Personal information
- Born: 1936 (age 89–90)
- Listed height: 5 ft 11 in (1.80 m)
- Listed weight: 190 lb (86 kg)

Career information
- High school: Rossville (Georgia)
- College: Georgia Tech

Career history
- 1957: BC Lions

Career WIFU statistics
- Passing comp: 18
- Passing att: 33
- Passing yards: 254
- Passing TDs: 3

= Toppy Vann =

American football quarterback

Ronald T. "Toppy" Vann (born 1936) is an American former professional football quarterback who played one season with the BC Lions of the Western Interprovincial Football Union (WIFU). He played college football at Georgia Tech.

==Early life==
Ronald T. Vann was born in 1936. He attended Rossville High School in Rossville, Georgia.

==College career==
Vann played college football for the Georgia Tech Yellow Jackets of the Georgia Institute of Technology. He was on the freshman team in 1953 and the main roster from 1954 to 1956. He was a letterman during the 1955 and 1956 seasons. Vann completed five of five passes for 34 yards in 1954. As a junior in 1955, he split time with Wade Mitchell. The Associated Press noted that Vann "relieves regular Wade Mitchell much of the time when Tech goes to the air." Vann led the team in passing yards during the 1955 season, completing 21	of 36 passes (58.3%) for 270 yards, one touchdown, and three touchdowns while also rushing for 111 yards and six touchdowns. As a senior in 1956, he shared the quarterbacking duties with Mitchell again, completing 34 of 65 passes (52.3%) for 446 yards, six touchdowns, and four interceptions while running for 97 yards and five touchdowns.

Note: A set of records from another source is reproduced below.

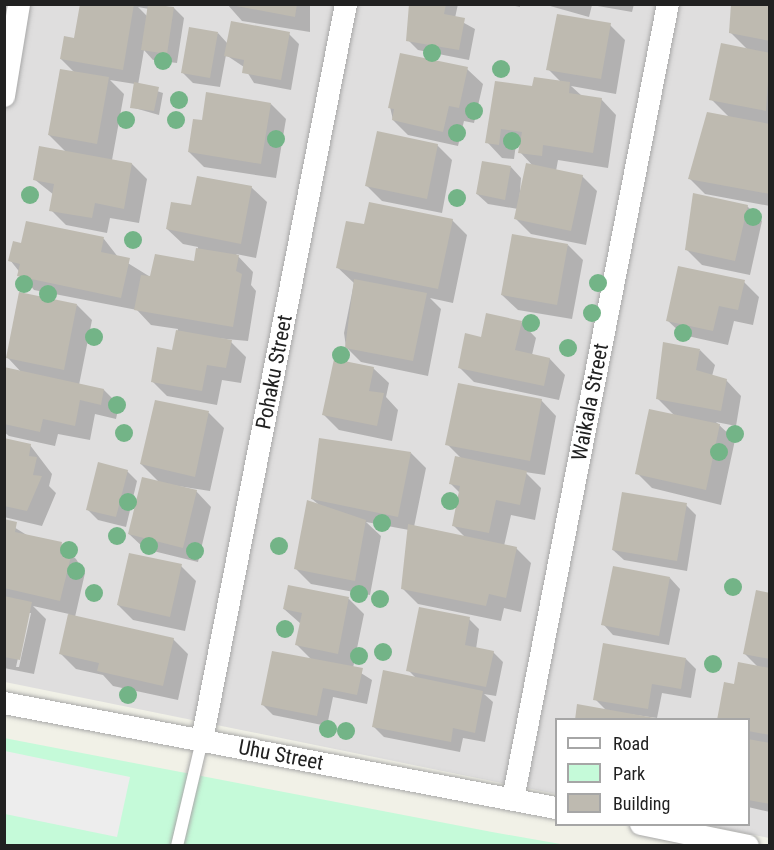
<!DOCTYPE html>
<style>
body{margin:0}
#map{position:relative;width:774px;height:850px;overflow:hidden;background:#f1f1e7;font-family:"Roboto Condensed",sans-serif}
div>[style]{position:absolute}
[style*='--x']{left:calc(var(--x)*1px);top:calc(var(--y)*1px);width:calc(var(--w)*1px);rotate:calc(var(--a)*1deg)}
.residential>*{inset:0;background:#dfdede}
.park>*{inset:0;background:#c5fad9}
.parking>*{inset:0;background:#ededed}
.shadow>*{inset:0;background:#0003}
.building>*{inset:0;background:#bebab0}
.roads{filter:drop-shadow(0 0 2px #a8a8a8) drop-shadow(0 0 2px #a8a8a8)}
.service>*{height:12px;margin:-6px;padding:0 6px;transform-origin:6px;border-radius:6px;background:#fff}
.minor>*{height:22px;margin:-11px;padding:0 11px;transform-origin:11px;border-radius:11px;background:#fff}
.trees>*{width:18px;height:18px;margin:-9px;border-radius:50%;background:#73b487}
span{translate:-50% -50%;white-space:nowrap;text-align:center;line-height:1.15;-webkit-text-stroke:4.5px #fff;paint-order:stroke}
.street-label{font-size:21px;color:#212121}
.frame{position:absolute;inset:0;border:6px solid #212121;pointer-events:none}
.legend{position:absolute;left:555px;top:718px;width:195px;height:108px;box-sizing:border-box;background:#fff;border:2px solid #a6a6a6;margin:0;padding:8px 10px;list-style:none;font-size:18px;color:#212121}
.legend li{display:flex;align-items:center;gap:12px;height:30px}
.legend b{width:30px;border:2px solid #a6a6a6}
</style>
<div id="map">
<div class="residential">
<i style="clip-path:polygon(4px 5px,769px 5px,769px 838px,705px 825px,748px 824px,748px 720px,556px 720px,556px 794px,5px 682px)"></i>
</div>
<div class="park">
<i style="clip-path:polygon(4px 738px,492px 832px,566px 845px,5px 845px)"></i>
</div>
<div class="parking">
<i style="clip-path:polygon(5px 751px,130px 777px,117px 837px,5px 814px)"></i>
</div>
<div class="shadow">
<i style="clip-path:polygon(evenodd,82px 4px,149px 4px,174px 8px,184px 18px,177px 63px,153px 60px,144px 50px,138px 85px,163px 93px,159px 115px,131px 107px,135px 84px,110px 80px,124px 94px,112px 160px,132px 164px,147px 179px,139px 223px,110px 218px,107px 233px,66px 225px,51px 210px,54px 195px,34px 179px,67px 153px,49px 135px,75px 73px,61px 59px,76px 40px,82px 4px,138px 7px,149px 9px,148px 17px,138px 7px)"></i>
<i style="clip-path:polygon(227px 4px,310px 4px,310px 32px,242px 21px)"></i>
<i style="clip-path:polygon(412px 4px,458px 4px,455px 18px,475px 29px,469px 60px,418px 50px,408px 40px)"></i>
<i style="clip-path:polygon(505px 4px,520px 4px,520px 7px)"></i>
<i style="clip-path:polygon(543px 4px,634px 4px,632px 12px,592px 5px,589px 17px)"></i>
<i style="clip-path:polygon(770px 4px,770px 206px,705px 194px,689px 178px,730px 118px,711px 99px,748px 50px,731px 33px)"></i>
<i style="clip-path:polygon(610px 25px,625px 40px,616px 94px,571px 86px,582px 96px,601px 99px,616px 115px,608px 168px,558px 160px,556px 171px,582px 176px,597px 191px,586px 245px,531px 234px,516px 219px,518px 209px,488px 204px,477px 194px,511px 167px,521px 178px,519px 205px,533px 166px,520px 152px,521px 144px,516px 144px,514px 159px,502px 158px,487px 142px,534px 88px,561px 82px,548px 69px)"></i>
<i style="clip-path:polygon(218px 33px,228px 44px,289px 34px,299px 44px,291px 90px,254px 83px,244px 67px,226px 55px,220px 87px,193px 83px,183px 73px)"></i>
<i style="clip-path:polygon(467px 69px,483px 84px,474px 123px,464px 121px,458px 146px,408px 135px,393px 120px,390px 107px)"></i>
<i style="clip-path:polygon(271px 104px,286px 119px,276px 178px,204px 167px,189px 152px)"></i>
<i style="clip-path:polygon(437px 145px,452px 160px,442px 213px,382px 201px,367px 186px)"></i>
<i style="clip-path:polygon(251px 187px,267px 202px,256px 258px,236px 254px,253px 272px,251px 285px,256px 291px,248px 341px,204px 337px,231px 342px,246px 357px,241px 383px,222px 380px,217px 405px,167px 396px,152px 381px,173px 352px,178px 329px,151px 325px,137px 310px,34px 290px,10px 260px,23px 245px,27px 222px,104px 239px,118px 257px,152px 278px,195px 262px,198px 247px,183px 244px,167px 229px,192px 207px)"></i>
<i style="clip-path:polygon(747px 206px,762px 221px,750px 275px,702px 265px,687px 250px)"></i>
<i style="clip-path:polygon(452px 220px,467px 235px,453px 303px,430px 298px,441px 309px,428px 376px,361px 362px,346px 347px,344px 333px,354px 283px,338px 268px,365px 226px)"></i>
<i style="clip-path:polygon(568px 245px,583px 260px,572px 319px,518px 310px,502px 295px)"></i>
<i style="clip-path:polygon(744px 282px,759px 297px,753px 325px,734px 321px,728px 345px,683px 335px,667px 320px)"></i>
<i style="clip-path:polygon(77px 305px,92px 320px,79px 385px,104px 390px,119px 405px,116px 419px,95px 414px,90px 440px,58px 434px,55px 446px,9px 436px,4px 432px,4px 374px,22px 373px,8px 358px)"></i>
<i style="clip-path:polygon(521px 322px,536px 338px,532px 355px,550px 359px,565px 375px,559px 400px,474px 382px,459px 367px,482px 339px)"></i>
<i style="clip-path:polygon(700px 350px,715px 365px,712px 376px,726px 380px,741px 396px,736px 426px,716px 422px,735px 440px,721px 505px,652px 488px,637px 473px,675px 416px,658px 399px)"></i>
<i style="clip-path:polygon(373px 368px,389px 383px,386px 397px,398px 410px,392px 441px,339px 430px,324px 415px)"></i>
<i style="clip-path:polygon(541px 400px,556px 416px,545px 475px,525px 472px,541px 488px,535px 520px,511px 515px,504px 546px,516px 548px,531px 563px,521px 612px,504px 608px,501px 621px,418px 604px,402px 588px,409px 530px,366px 522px,381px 536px,370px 595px,311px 584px,296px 569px,318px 504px,312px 499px,411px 453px,426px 468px,414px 527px,466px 538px,453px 525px,460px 493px,451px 484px,462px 459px,447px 444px)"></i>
<i style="clip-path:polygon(156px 401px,209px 413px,224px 428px,210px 491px,165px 484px,196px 491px,211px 507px,198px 562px,145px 549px,129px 534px,160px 483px,141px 464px)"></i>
<i style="clip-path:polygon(4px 439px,30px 445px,52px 474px,49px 486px,56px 493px,42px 526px,4px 517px)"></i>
<i style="clip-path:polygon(127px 471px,137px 481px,126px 527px,98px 520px,88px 510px)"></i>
<i style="clip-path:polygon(686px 505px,696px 515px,687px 571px,624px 560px,613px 550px)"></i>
<i style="clip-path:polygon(evenodd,4px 521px,30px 537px,61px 544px,76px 559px,85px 573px,75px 617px,173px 639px,188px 654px,178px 700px,113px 686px,103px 675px,76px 669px,61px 654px,69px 614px,33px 606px,46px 619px,34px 674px,4px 668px,4px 521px,28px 613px,31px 613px,19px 667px,16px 667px,28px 613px)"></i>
<i style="clip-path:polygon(181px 566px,196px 581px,185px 631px,133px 620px,118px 605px)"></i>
<i style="clip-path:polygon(670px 578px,680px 589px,669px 645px,613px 635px,603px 624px)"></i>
<i style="clip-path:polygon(770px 594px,770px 812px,748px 807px,748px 720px,735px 686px,758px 667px,745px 654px)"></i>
<i style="clip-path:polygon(349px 599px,364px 614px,353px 668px,372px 680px,367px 704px,333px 697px,327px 726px,273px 715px,263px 705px,312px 660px,297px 645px,301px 624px,284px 609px)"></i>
<i style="clip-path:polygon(469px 619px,479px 629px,476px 649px,493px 652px,503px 662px,496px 696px,484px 694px,493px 702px,485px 742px,463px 738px,460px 752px,384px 737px,373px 726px,416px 678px,408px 670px)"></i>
<i style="clip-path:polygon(686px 659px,696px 669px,691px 698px,662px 693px,657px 718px,607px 711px,595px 699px)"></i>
</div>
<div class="building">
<i style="clip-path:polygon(80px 4px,134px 4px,123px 70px,60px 59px,64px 36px,74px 38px)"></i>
<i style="clip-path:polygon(148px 4px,174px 7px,167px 54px,141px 50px)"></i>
<i style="clip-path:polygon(226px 4px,297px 4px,295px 17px)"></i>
<i style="clip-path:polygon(409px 4px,446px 4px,444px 14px,465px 18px,459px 50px,406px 41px)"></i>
<i style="clip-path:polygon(731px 4px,770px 4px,770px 41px,729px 33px)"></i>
<i style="clip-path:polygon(557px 14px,611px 23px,601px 79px,546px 70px)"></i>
<i style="clip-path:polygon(231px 21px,290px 32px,281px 80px,242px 73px,244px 60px,224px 56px)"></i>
<i style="clip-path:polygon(189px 27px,218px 32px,210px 78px,181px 73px)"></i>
<i style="clip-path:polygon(721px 43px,770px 53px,766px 111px,709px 100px)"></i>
<i style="clip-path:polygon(400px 53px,468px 67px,459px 108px,449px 106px,443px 132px,392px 120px,394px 109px,388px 108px)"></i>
<i style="clip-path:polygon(60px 69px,109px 77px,97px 144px,48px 135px)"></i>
<i style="clip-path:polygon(534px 77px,570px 82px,569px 93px,602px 98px,593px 153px,543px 145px,542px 156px,518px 153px,522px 132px,501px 129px,499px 145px,485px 143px,495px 81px,532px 86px)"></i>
<i style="clip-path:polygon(134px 82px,159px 87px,154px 111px,130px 108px)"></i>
<i style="clip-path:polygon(206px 92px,271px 103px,261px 164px,188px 152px,193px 119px,202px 120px)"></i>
<i style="clip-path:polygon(707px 112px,770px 124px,770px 194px,688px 179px)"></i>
<i style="clip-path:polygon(377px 131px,438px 144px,427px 199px,365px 186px)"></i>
<i style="clip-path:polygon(39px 146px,132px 163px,124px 209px,95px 203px,92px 218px,49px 211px,54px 184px,33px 180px)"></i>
<i style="clip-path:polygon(482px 161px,511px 166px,505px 200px,476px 194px)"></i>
<i style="clip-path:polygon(526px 163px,583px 175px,571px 231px,514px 219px)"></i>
<i style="clip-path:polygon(197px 176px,252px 186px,241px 244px,166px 229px,171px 202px,191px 205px)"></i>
<i style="clip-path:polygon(693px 193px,748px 205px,735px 261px,685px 250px)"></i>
<i style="clip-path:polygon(369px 202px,453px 219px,438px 289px,336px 268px,346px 221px,364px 224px)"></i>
<i style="clip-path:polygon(26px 221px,104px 237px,101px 252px,130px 258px,121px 298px,17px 276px,20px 264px,8px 261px,13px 241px,21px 243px)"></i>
<i style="clip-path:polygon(512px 234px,568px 244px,557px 305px,501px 295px)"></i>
<i style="clip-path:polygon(196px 248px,239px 255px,236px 271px,242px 274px,233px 327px,134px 310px,141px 275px,150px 276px,155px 254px,194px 261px)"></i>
<i style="clip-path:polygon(678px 266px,745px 280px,738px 310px,719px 306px,713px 331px,666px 321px)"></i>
<i style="clip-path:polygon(354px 279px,427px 293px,413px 361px,345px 348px)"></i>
<i style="clip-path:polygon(19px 292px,77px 304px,64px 370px,6px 358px)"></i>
<i style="clip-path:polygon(486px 313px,522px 321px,515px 350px,550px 358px,544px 386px,458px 368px,465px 333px,481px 337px)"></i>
<i style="clip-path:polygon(176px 330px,232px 340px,226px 368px,207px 365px,202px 391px,151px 382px,157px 347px,172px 350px)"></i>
<i style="clip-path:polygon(663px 342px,700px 349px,696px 370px,727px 379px,721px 411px,656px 399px)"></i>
<i style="clip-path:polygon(334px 359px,374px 367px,369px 391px,384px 393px,377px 426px,322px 415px)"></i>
<i style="clip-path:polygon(4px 367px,104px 389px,101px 405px,80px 400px,75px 426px,43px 419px,40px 432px,4px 424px)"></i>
<i style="clip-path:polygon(458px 383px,542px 399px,530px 461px,445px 445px)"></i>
<i style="clip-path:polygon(155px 400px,209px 411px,195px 477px,140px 464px)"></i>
<i style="clip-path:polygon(649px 409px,720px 424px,706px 490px,635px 474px)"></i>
<i style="clip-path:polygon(4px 438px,31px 444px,29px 456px,37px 457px,33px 475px,42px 476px,27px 511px,4px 506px)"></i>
<i style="clip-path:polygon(319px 438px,411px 452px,398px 517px,311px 499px)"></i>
<i style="clip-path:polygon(455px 456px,527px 471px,520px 505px,496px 500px,489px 533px,452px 526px,460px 486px,449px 484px)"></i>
<i style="clip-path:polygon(98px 462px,128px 470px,116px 517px,86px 510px)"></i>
<i style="clip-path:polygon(142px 477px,197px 490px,183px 548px,128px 534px)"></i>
<i style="clip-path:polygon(622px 492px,687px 503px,677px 561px,612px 550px)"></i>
<i style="clip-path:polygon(307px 500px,366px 520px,355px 581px,294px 569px)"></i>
<i style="clip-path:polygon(4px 519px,17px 522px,15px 532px,62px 542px,60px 554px,71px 556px,60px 601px,4px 588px)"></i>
<i style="clip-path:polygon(408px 524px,517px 547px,506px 598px,489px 594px,486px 606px,401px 589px)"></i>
<i style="clip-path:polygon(129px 553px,182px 564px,170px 617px,117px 605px)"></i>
<i style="clip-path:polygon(613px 566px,670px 577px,659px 636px,601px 625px)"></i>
<i style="clip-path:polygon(288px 585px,349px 597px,338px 654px,295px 645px,302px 613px,283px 609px)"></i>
<i style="clip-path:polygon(756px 590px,770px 593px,770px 659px,743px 654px)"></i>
<i style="clip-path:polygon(4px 596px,32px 602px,20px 660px,4px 657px)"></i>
<i style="clip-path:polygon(419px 607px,470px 617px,465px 645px,494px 651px,486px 687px,406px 671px)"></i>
<i style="clip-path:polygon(68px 614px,174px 638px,163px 686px,97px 671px,99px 663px,59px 654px)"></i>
<i style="clip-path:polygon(603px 643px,686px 658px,681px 689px,652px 684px,648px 709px,593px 700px)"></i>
<i style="clip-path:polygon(272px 651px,363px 668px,357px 695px,323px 688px,317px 716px,261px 705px)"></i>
<i style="clip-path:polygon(738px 662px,770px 668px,770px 735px,748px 731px,748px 720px,717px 720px,724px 682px,734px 684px)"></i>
<i style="clip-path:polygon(383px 670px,483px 691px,475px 733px,453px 728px,451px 742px,372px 727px)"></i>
<i style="clip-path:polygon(577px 704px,655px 718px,655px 720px,575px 720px)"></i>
<i style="clip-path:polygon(748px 739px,770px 743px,770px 804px,748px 800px)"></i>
</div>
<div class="roads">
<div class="service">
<i style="--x:177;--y:846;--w:109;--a:-76.7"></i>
</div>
<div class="minor">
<i style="--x:4;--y:96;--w:93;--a:-80.7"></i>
<i style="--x:4;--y:703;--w:562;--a:10.77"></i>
<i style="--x:202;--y:740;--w:750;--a:-78.93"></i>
<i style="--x:513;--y:799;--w:810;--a:-78.97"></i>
<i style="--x:641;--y:824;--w:109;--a:11.6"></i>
</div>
</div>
<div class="trees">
<i style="left:432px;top:53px"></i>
<i style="left:163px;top:61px"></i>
<i style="left:501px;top:69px"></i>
<i style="left:179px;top:100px"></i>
<i style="left:474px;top:111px"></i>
<i style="left:126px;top:120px"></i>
<i style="left:176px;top:120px"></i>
<i style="left:457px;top:133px"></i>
<i style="left:276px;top:139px"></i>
<i style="left:512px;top:141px"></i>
<i style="left:30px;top:195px"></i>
<i style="left:457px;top:198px"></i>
<i style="left:753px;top:217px"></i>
<i style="left:133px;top:240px"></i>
<i style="left:598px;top:283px"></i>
<i style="left:24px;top:284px"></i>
<i style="left:48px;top:294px"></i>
<i style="left:592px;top:313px"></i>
<i style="left:531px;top:323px"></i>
<i style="left:683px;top:333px"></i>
<i style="left:94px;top:337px"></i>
<i style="left:568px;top:348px"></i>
<i style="left:341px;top:355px"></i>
<i style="left:117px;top:405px"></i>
<i style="left:124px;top:433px"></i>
<i style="left:735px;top:434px"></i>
<i style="left:719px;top:452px"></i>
<i style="left:450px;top:501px"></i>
<i style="left:128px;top:502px"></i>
<i style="left:382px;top:523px"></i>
<i style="left:117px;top:536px"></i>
<i style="left:149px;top:546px"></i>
<i style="left:279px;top:546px"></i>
<i style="left:69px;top:550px"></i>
<i style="left:195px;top:551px"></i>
<i style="left:76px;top:571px"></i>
<i style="left:733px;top:587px"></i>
<i style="left:94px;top:593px"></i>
<i style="left:359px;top:594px"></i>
<i style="left:380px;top:599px"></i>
<i style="left:285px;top:629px"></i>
<i style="left:383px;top:652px"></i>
<i style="left:359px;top:656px"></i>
<i style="left:713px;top:664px"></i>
<i style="left:128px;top:695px"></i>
<i style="left:328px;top:729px"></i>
<i style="left:346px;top:731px"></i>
</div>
<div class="street-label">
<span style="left:274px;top:372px;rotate:-79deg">Pohaku Street</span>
<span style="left:590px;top:402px;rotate:-79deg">Waikala Street</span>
<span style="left:281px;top:755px;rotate:11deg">Uhu Street</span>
</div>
<div class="frame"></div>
<ul class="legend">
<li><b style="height:8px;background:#fff"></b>Road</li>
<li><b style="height:16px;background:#c5fad9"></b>Park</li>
<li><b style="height:16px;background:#bebab0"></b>Building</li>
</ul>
</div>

Vann's six passing touchdowns were tied for the most in the Southeastern Conference (SEC) that year. Mitchell also played on defense but Vann did not. The Atlanta Journal noted that Vann was "one of the best offensive T-formation operators in the SEC." He majored in industrial engineering at Georgia Tech.

==Professional career==
In May 1957, Vann signed a one-year contract worth approximately $10,000 with the BC Lions of the Western Interprovincial Football Union. He played in five games, starting three, for the Lions during the 1957 season, completing 18 of 33 passes (54.5%) for 254 yards, three touchdowns, and three interceptions while also scoring one rushing touchdown. He suffered season-ending torn knee ligaments early in the year. Vann later had surgery to repair his knee. In April 1958, it was reported that his knee had fully healed. However on May 20, 1958, he announced his retirement, with the Canadian Press stating that Vann "decided not to gamble" with his knee.